Record excerpts
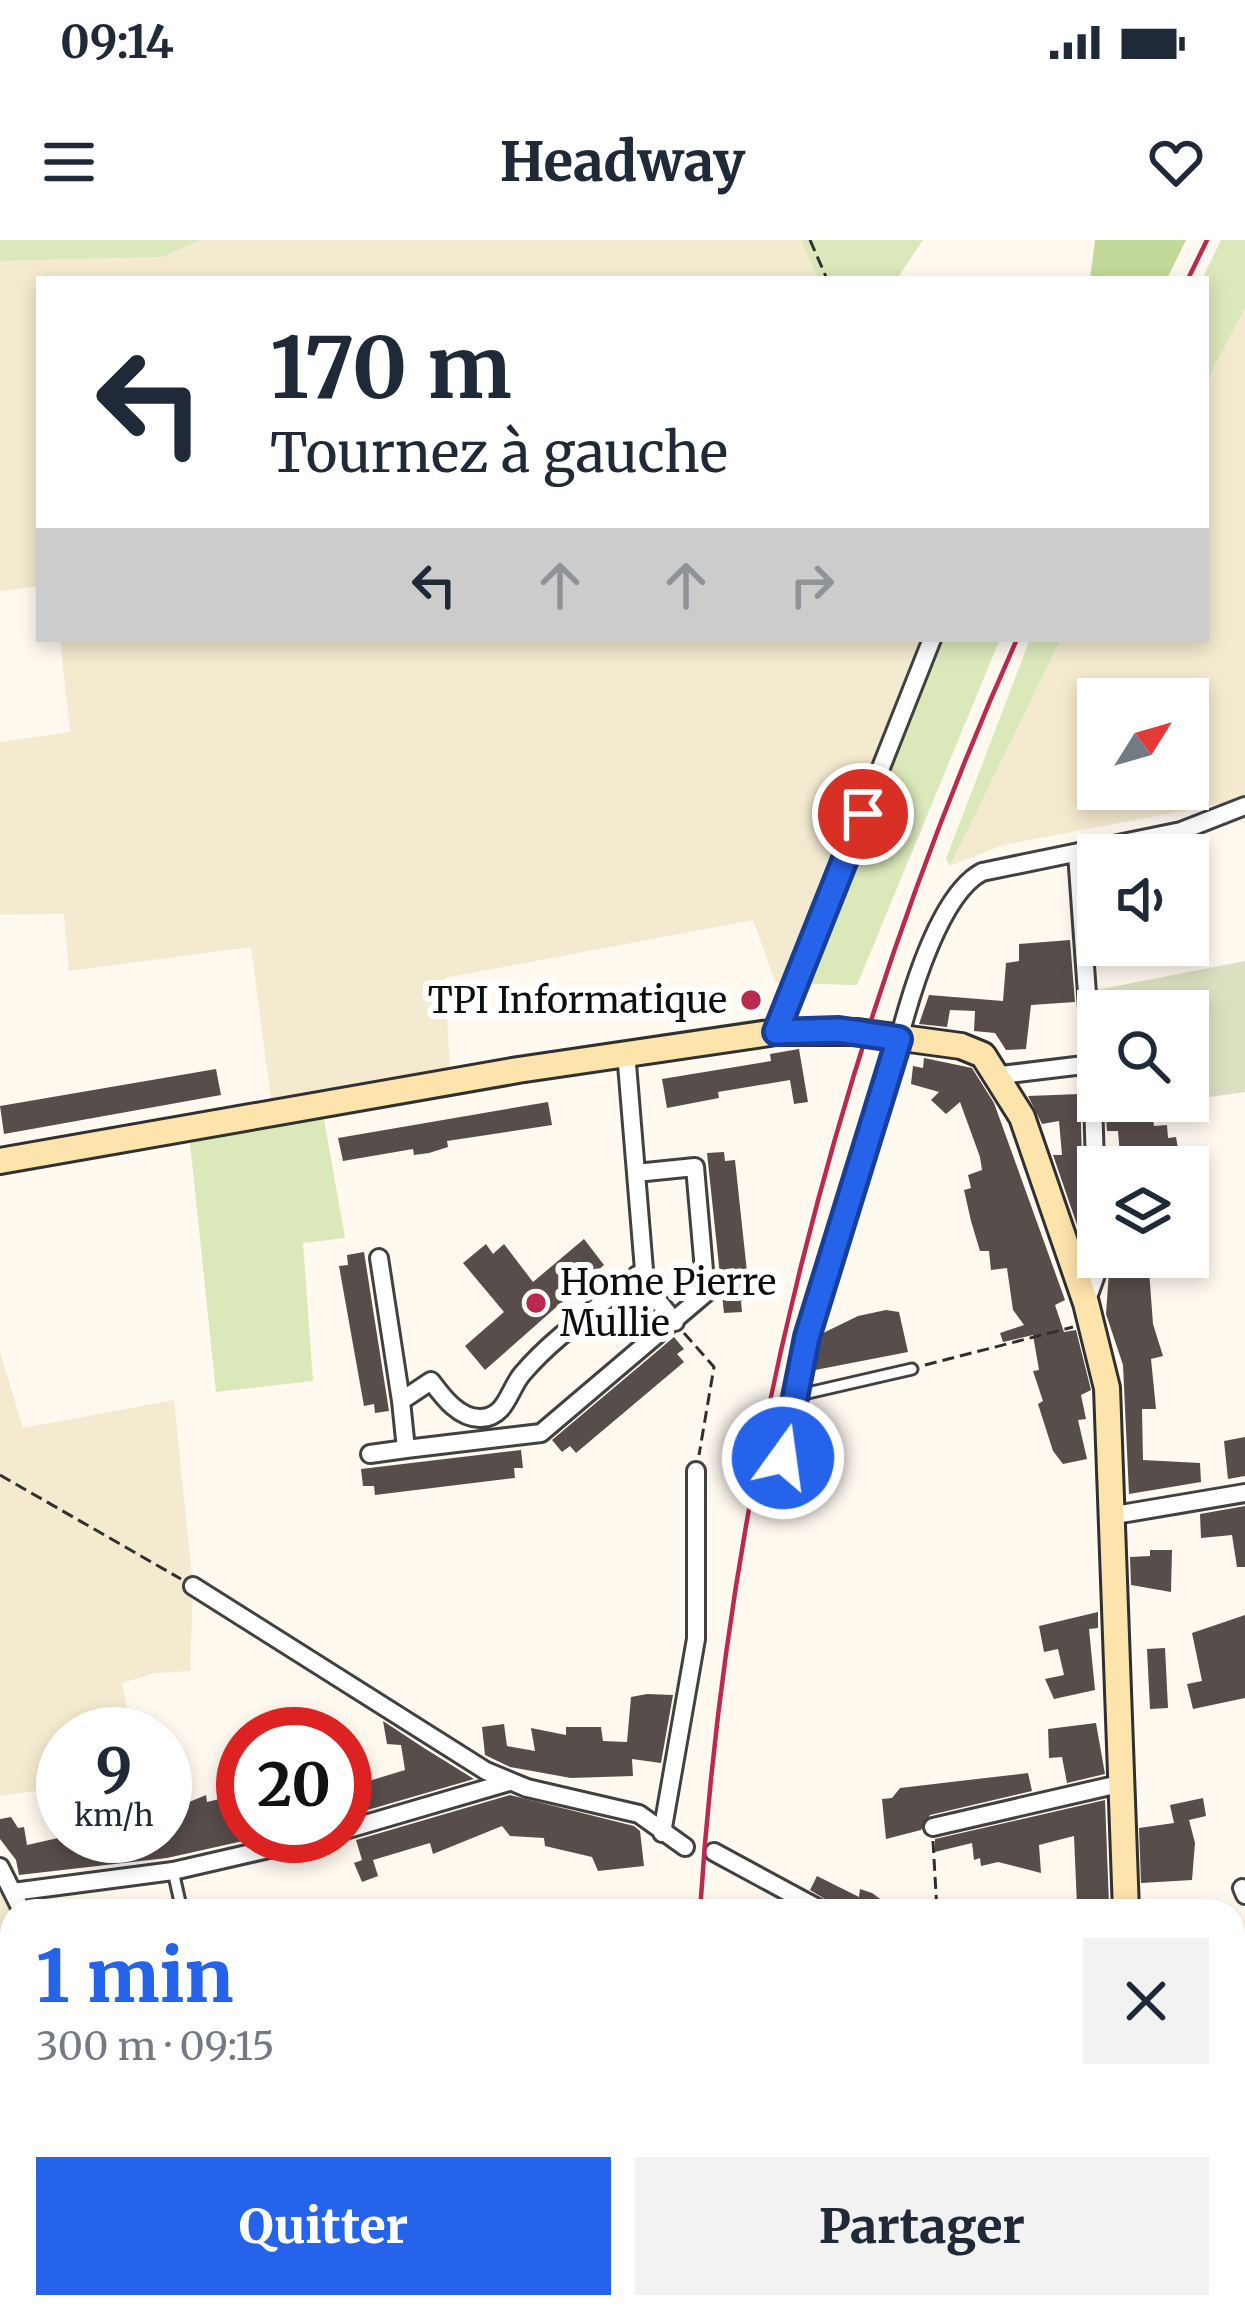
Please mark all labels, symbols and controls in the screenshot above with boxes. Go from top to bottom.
text: 09:14 [60,14,174,70]
text: Headway [500,128,745,196]
icon: menu [36,129,102,195]
icon: heart [1143,129,1209,195]
text: 170 m [270,315,512,421]
icon: left [72,324,228,480]
text: Tournez à gauche [270,419,728,487]
icon: left [401,552,467,618]
icon: ahead [527,552,593,618]
icon: ahead [653,552,719,618]
icon: right [779,552,845,618]
north arrow [1077,678,1209,810]
map controls [1077,678,1209,1278]
pin [812,763,914,865]
icon: arrive [830,781,896,847]
button: sound [1077,834,1209,966]
place label: TPI Informatique [428,978,727,1023]
marker: TPI Informatique [738,987,764,1013]
button: search [1077,990,1209,1122]
button: layers [1077,1146,1209,1278]
place label: Home Pierre Mullie [560,1260,776,1346]
marker: Home Pierre Mullie [523,1290,549,1316]
position arrow [720,1395,846,1521]
speed limit sign: 20 [216,1707,372,1863]
text: 9 [95,1732,133,1807]
text: km/h [74,1796,154,1834]
text: 1 min [36,1931,233,2022]
button: close [1083,1938,1209,2064]
text: 300 m · 09:15 [36,2022,275,2071]
button: Quitter [36,2157,611,2295]
button: Partager [635,2157,1209,2295]

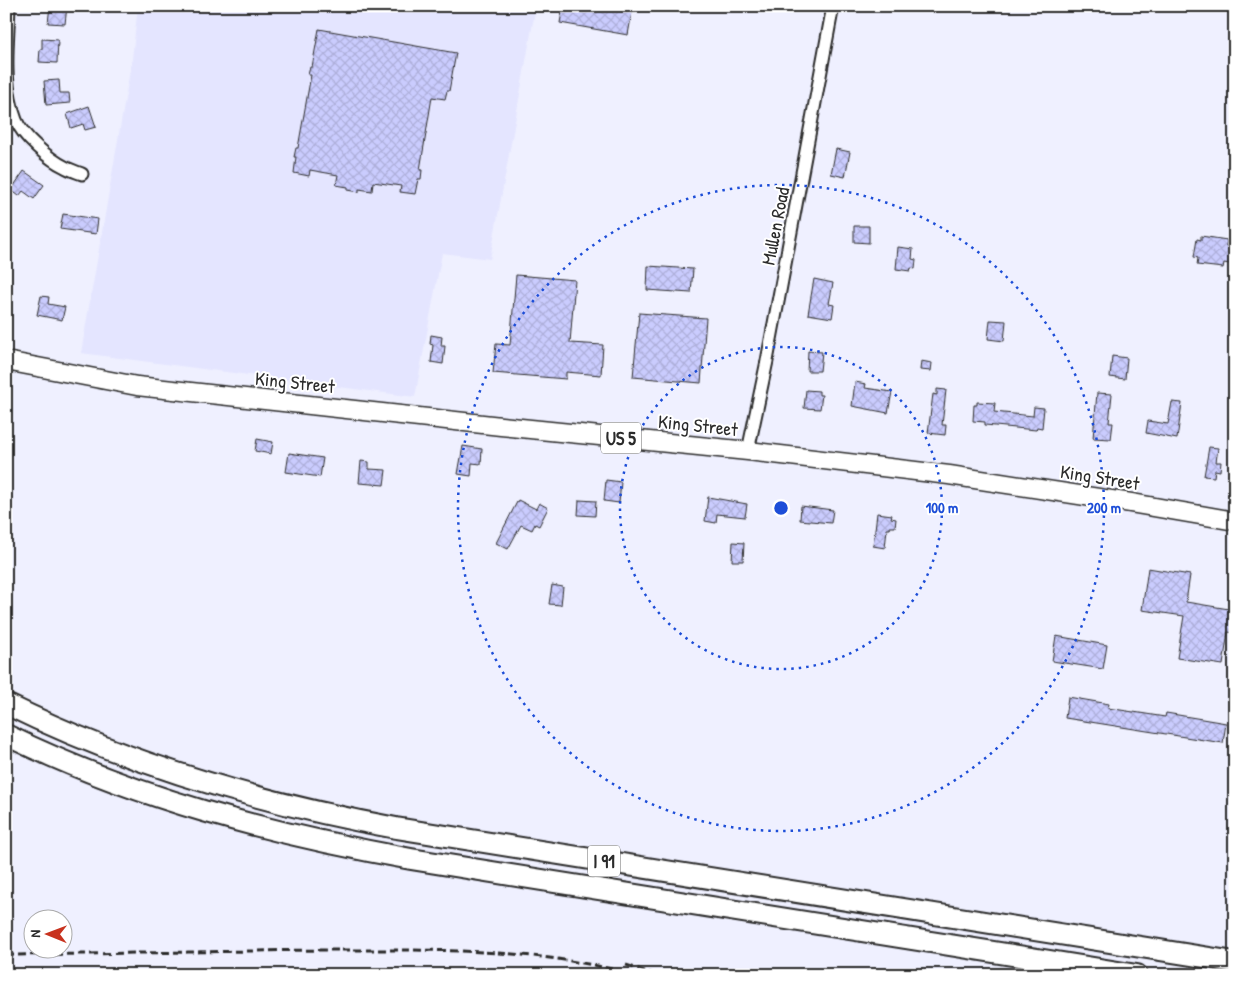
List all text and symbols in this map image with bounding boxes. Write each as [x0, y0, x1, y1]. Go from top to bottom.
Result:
street label: Mullen Road [755, 184, 795, 267]
street label: King Street [254, 365, 337, 399]
street label: King Street [657, 408, 740, 442]
road number: US 5 [601, 422, 641, 453]
street label: King Street [1059, 458, 1142, 496]
text: 100 m [926, 497, 958, 518]
text: 200 m [1087, 497, 1121, 518]
centre of rings [772, 499, 790, 517]
road number: I 91 [588, 846, 620, 876]
north arrow [22, 908, 72, 958]
text: N [25, 929, 44, 938]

Work order
What is needed is an exact reprint of every entry, pictures excluded.

Exercise result
Please mark all labels, symbols and controls in the screenshot above with boxes. Go from top to bottom.
text: 09:14 [60,14,174,70]
text: Headway [500,128,745,196]
icon: menu [36,129,102,195]
icon: heart [1143,129,1209,195]
text: 170 m [270,315,512,421]
icon: left [72,324,228,480]
text: Tournez à gauche [270,419,728,487]
icon: left [401,552,467,618]
icon: ahead [527,552,593,618]
icon: ahead [653,552,719,618]
icon: right [779,552,845,618]
north arrow [1077,678,1209,810]
map controls [1077,678,1209,1278]
pin [812,763,914,865]
icon: arrive [830,781,896,847]
button: sound [1077,834,1209,966]
place label: TPI Informatique [428,978,727,1023]
marker: TPI Informatique [738,987,764,1013]
button: search [1077,990,1209,1122]
button: layers [1077,1146,1209,1278]
place label: Home Pierre Mullie [560,1260,776,1346]
marker: Home Pierre Mullie [523,1290,549,1316]
position arrow [720,1395,846,1521]
speed limit sign: 20 [216,1707,372,1863]
text: 9 [95,1732,133,1807]
text: km/h [74,1796,154,1834]
text: 1 min [36,1931,233,2022]
button: close [1083,1938,1209,2064]
text: 300 m · 09:15 [36,2022,275,2071]
button: Quitter [36,2157,611,2295]
button: Partager [635,2157,1209,2295]

List all text and symbols in this map image with bounding boxes. Write each as [x0, y0, x1, y1]. Go from top to bottom.
Result:
street label: Mullen Road [755, 184, 795, 267]
street label: King Street [254, 365, 337, 399]
street label: King Street [657, 408, 740, 442]
road number: US 5 [601, 422, 641, 453]
street label: King Street [1059, 458, 1142, 496]
text: 100 m [926, 497, 958, 518]
text: 200 m [1087, 497, 1121, 518]
centre of rings [772, 499, 790, 517]
road number: I 91 [588, 846, 620, 876]
north arrow [22, 908, 72, 958]
text: N [25, 929, 44, 938]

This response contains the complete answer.